[Collected data]

******

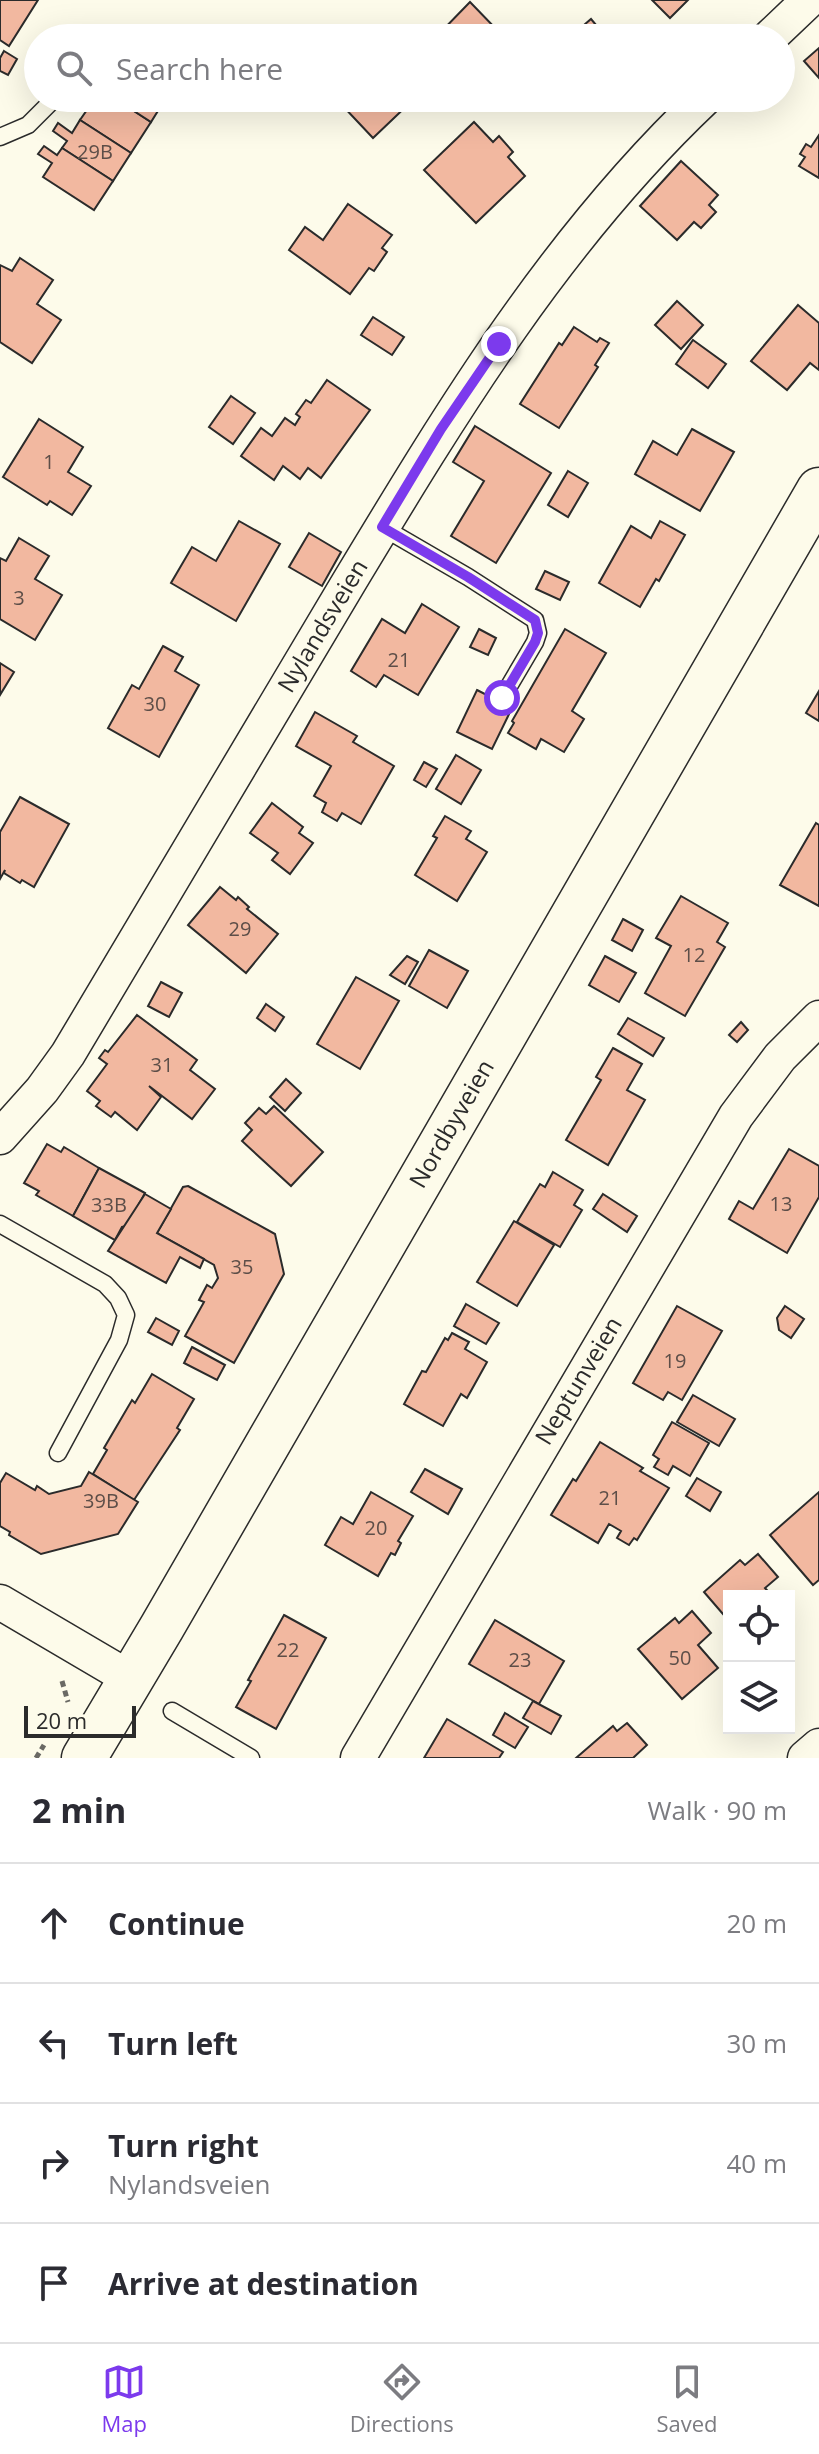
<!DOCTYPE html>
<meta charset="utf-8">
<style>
:root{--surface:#fff;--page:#f2f2f3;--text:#2b2b33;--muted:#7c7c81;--line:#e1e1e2;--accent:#7c3aed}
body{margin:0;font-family:"Open Sans",sans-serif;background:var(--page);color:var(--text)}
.controls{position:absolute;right:24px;bottom:24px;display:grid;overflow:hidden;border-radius:0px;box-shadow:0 8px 32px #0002}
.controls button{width:72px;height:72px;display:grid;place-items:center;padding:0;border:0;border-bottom:2px solid var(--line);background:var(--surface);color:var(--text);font:40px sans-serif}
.scale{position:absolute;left:24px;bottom:20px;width:112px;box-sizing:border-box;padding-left:8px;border:4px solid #2b2b2b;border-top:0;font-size:22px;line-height:28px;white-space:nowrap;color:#2b2b2b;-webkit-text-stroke:6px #fdfbea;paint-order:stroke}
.stop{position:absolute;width:24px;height:24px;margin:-18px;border:6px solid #7c3aed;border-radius:50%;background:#fff}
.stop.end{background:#7c3aed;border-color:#fff;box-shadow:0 2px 8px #0008}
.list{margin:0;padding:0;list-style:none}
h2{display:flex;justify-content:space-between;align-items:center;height:104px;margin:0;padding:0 32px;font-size:34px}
h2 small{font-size:26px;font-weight:400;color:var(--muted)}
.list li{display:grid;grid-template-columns:52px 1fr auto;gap:24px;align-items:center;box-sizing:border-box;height:120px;padding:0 32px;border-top:2px solid var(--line)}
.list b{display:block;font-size:30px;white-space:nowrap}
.list p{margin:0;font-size:26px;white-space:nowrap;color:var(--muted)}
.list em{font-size:26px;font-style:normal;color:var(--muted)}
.icon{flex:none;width:44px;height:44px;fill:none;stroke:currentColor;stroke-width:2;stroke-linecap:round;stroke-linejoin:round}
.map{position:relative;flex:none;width:819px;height:1758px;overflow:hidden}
.search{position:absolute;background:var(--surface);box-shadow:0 8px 32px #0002;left:24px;right:24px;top:24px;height:88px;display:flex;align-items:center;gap:20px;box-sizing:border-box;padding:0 28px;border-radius:44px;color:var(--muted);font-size:30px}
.sheet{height:584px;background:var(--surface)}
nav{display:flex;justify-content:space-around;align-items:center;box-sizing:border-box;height:112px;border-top:2px solid var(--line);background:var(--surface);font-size:22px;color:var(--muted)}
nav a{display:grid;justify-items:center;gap:4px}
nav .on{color:var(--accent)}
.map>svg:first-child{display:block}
.building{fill:#f2b8a0;stroke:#2b2b2b;stroke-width:2}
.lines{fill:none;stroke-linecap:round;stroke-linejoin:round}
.service-casing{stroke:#2b2b2b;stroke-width:19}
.minor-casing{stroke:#2b2b2b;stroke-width:37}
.primary-casing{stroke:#2b2b2b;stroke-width:47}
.path{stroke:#6a6964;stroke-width:5;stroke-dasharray:6 4;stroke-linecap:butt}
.service{stroke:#fdfbea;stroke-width:16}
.minor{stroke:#fdfbea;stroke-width:34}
.primary{stroke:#fdfbea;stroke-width:44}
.route{stroke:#7c3aed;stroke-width:10}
.labels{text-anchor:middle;stroke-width:6;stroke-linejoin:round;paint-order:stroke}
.number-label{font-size:20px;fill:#5d4e48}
.street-label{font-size:24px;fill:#2b2b2b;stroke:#fdfbea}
</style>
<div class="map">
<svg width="819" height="1758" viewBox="0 0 819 1758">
<rect width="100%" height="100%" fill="#fdfbea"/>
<g class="building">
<path d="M0,0H38L9,46L0,40Z"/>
<path d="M652,0H688L670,18Z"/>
<path d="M470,2L499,32L493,38H435Z"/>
<path d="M591,19L607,38H569Z"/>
<path d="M551,26L561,38H537Z"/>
<path d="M819,48V78L804,61Z"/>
<path d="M4,51L17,59L8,75L0,71V58Z"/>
<path d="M76,98H114L151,122L131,153L80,120L89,107Z"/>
<path d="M114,98H166L151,122Z"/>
<path d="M345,98H415L373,138L340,103Z"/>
<path d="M80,120L131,153L113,181L62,148L67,141L53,131L58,123L72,133Z"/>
<path d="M474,122L493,142L499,136L513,152L508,157L525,176L476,223L424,170Z"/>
<path d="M819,135V178L799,166L805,157L800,154L806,144L811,147Z"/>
<path d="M44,146L57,155L62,148L113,181L94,210L43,177L52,163L38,154Z"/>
<path d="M681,161L718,195L709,205L716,212L701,228L694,222L677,240L640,206Z"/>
<path d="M348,204L392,235L382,248L387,252L374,271L369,268L350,294L289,250L305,227L323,240Z"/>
<path d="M20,258L53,280L37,304L61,320L32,363L0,342V265L12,271Z"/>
<path d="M677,301L703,325L681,349L655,325Z"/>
<path d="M798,305L819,323V370L810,363L787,390L751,361Z"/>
<path d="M373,317L404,337L392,355L361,335Z"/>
<path d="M574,327L597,342L600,338L609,343L595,365L598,367L559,428L520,404L559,343L562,345Z"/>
<path d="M693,340L726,364L708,388L676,364Z"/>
<path d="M327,380L370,410L321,478L308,468L300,479L283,466L274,480L241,456L261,428L272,436L285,418L295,425L300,417L296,414L306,400L311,403Z"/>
<path d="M231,396L255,413L233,444L209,427Z"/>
<path d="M39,419L83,447L68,472L91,486L72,515L50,501L47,505L3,477Z"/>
<path d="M475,426L551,473L496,563L451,536L484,481L453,462Z"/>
<path d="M692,429L734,452L700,511L635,474L653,441L677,455Z"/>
<path d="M568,471L588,483L568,517L548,505Z"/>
<path d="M239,521L280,544L236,621L171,583L192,547L216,561Z"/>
<path d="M660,521L685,535L659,581L656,579L640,607L599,583L631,526L651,538Z"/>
<path d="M309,533L341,552L322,586L289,567Z"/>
<path d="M19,538L49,556L35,579L62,595L35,640L0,619V558L6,561Z"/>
<path d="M545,571L569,582L560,600L536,589Z"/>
<path d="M422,604L459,627L418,695L384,675L376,687L351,671L382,619L405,633Z"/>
<path d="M479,629L496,638L488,655L470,647Z"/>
<path d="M565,629L606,653L572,711L584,719L564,752L541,739L536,749L508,733L514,723L512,721Z"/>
<path d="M163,646L183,657L175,671L199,685L159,757L108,728L132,685L139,689Z"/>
<path d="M0,663L14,672L0,695Z"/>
<path d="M477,690L512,708L492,749L457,732Z"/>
<path d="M819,691V721L806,713Z"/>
<path d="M315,712L357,736L353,742L394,766L361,824L342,813L337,821L322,812L326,803L314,796L331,766L296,746Z"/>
<path d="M456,755L481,770L461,804L436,789Z"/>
<path d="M424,762L437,769L426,787L414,780Z"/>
<path d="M20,797L69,824L34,887L22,880L20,883L4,873L5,870L0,879V832Z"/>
<path d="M272,803L303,827L299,833L313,843L290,874L272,860L278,853L250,833Z"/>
<path d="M445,816L471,831L466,839L487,852L457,901L415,875L437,838L433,836Z"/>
<path d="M816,823L819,825V906L780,885Z"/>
<path d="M220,887L236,900L238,897L249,907L247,909L278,934L246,973L188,925Z"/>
<path d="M681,896L728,923L717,942L725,947L685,1016L645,993L671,946L656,938Z"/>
<path d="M623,919L643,930L632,951L612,940Z"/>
<path d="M429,950L468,971L447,1008L409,986Z"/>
<path d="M407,956L418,962L405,984L390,975Z"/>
<path d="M605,956L636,973L619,1002L589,985Z"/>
<path d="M356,977L399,1001L360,1069L317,1044Z"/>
<path d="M161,982L182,993L169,1017L148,1006Z"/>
<path d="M266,1004L284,1017L275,1031L257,1018Z"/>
<path d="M137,1015L197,1060L190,1070L215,1089L192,1119L149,1086L161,1097L137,1130L115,1112L111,1117L96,1106L100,1101L87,1091L107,1064L99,1058L105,1050L108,1052Z"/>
<path d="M628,1018L664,1038L653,1056L618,1034Z"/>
<path d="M741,1022L748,1030L737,1042L729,1035Z"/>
<path d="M613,1048L642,1064L627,1090L645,1100L608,1165L566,1140L601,1080L596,1077Z"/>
<path d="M286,1079L301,1093L285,1111L270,1097Z"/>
<path d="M274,1106L323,1152L291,1186L242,1141L252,1130L245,1123L259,1108L266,1114Z"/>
<path d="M47,1144L61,1152L64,1147L99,1168L73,1216L36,1195L39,1191L24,1183Z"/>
<path d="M789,1149L819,1166V1197L787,1253L729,1219L739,1201L753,1209Z"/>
<path d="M99,1168L145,1193L127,1226L122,1227L115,1240L73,1216Z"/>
<path d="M553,1172L583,1190L574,1205L582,1210L560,1247L517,1222L540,1184L545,1187Z"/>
<path d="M188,1186L275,1234L284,1274L234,1363L185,1336L204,1302L199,1300L207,1285L212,1288L218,1278L214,1265L157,1233L183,1187Z"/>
<path d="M145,1194L171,1209L157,1233L204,1259L200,1268L180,1257L166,1283L108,1251Z"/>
<path d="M603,1194L637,1216L627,1232L593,1209Z"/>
<path d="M514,1221L554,1245L517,1306L477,1282Z"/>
<path d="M466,1304L499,1323L486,1344L454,1326Z"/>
<path d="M677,1306L722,1331L682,1400L668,1392L663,1400L633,1383Z"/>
<path d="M785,1306L804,1319L791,1338L779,1330L777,1318Z"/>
<path d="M156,1318L179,1331L172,1345L148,1332Z"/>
<path d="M452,1333L469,1342L465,1349L487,1362L467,1398L461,1394L443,1426L404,1404L422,1371L426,1372L445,1338L448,1340Z"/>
<path d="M192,1347L225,1365L217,1380L184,1363Z"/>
<path d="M152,1374L194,1399L177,1428L180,1430L134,1500L93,1474L107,1450L104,1448L132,1400L135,1403Z"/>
<path d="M693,1395L735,1419L719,1446L677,1422Z"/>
<path d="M672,1422L709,1443L690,1476L673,1466L668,1475L654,1467L659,1459L653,1455Z"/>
<path d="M600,1442L643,1468L640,1471L669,1488L637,1540L634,1538L629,1545L617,1538L621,1531L609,1524L598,1543L551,1515L573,1479L576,1481Z"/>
<path d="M425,1469L462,1489L448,1514L411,1492Z"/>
<path d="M89,1472L138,1502L118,1534L41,1554L9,1535L10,1532L0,1526V1483L6,1473L35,1490L37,1486L49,1494L81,1486Z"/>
<path d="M697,1478L721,1492L710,1511L686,1496Z"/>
<path d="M371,1492L413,1516L398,1541L401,1543L395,1555L391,1553L378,1576L325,1545L341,1517L353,1524Z"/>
<path d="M819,1492V1580L813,1585L770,1535Z"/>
<path d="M758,1554L778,1577L765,1588L772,1596H729V1621L704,1592L740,1560L745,1565Z"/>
<path d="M692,1611L711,1633L698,1645L718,1668L682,1699L638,1649L675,1618L679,1623Z"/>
<path d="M284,1615L326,1638L276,1729L236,1707L251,1681L248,1680Z"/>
<path d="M495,1620L564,1661L539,1704L469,1664Z"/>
<path d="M533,1701L561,1716L551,1734L523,1718Z"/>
<path d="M505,1713L528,1727L515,1748L493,1735Z"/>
<path d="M447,1719L503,1752L499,1758H424Z"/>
<path d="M627,1723L647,1745L633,1758H576L613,1726L617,1731Z"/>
</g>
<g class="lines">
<g class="service-casing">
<g id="service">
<path d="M0,137L28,125L55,98"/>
<path d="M382,527L468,577L535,620L538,633L535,642L502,698"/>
<path d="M0,1224L105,1284L118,1298L126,1315L119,1340L58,1453"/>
<path d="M172,1711L251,1758"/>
</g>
</g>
<g class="minor-casing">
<g id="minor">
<path d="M769,38L809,0"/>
<path d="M0,1137L42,1090L68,1054C162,897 255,739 349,582C454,408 556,239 705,98"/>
<path d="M0,1602L131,1679"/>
<path d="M358,1758L736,1116L780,1057L819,1018"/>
<path d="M805,1758L819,1746"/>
</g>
</g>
<g class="primary-casing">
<path id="primary" d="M84,1758L162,1627L819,490"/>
</g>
<g class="path">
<path d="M62,1681L68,1702"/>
<path d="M36,1758L44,1745"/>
</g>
<use href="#service" class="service"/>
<use href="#minor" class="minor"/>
<use href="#primary" class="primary"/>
</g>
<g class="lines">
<path class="route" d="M499,344L441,429L382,527L468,577L535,620L538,633L535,642L502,698"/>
</g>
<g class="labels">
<g class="number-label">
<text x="95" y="159">29B</text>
<text x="49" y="469">1</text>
<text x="19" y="605">3</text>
<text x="399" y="667">21</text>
<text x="155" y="711">30</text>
<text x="240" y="936">29</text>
<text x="694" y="962">12</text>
<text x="162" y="1072">31</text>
<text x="781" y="1211">13</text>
<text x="109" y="1212">33B</text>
<text x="242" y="1274">35</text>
<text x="675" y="1368">19</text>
<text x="610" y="1505">21</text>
<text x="101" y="1508">39B</text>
<text x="376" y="1535">20</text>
<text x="288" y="1657">22</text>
<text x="680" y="1665">50</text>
<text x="520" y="1667">23</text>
</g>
<g class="street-label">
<text transform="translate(323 626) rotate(-59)" y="8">Nylandsveien</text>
<text transform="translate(452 1124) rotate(-60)" y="8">Nordbyveien</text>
<text transform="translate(579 1381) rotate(-59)" y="8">Neptunveien</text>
</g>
</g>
</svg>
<div class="controls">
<button><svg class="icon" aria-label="locate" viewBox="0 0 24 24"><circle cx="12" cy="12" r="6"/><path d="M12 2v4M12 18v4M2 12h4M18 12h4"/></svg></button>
<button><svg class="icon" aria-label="layers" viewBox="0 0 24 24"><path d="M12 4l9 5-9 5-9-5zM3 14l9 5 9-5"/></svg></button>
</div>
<div class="scale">20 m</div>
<div class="stop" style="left:502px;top:698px"></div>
<div class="stop end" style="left:499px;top:344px"></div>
<div class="search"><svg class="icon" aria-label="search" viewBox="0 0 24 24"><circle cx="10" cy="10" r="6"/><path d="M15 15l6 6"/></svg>Search here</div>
</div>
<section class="sheet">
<h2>2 min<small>Walk · 90 m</small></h2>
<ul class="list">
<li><svg class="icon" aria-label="ahead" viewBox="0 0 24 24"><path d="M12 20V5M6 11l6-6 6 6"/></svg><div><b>Continue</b></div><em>20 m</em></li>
<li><svg class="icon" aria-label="left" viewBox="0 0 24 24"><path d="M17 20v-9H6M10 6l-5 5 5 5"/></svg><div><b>Turn left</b></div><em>30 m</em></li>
<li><svg class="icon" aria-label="right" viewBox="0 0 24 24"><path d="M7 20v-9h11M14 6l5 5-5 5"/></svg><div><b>Turn right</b><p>Nylandsveien</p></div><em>40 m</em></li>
<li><svg class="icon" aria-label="arrive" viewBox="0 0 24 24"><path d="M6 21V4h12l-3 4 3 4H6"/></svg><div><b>Arrive at destination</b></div></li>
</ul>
</section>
<nav>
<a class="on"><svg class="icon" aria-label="map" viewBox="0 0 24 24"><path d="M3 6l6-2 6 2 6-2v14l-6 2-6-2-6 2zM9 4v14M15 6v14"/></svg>Map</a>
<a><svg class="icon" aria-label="directions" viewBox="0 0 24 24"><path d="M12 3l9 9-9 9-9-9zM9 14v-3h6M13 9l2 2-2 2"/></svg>Directions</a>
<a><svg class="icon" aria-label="saved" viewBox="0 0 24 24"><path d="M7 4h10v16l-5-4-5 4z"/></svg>Saved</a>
</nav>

******

WORK INSTRUCTIONS =>
Your task is to find every line above containing the word "scale" and copy it.

EXPECTED OUTPUT =>
.scale{position:absolute;left:24px;bottom:20px;width:112px;box-sizing:border-box;padding-left:8px;border:4px solid #2b2b2b;border-top:0;font-size:22px;line-height:28px;white-space:nowrap;color:#2b2b2b;-webkit-text-stroke:6px #fdfbea;paint-order:stroke}
<div class="scale">20 m</div>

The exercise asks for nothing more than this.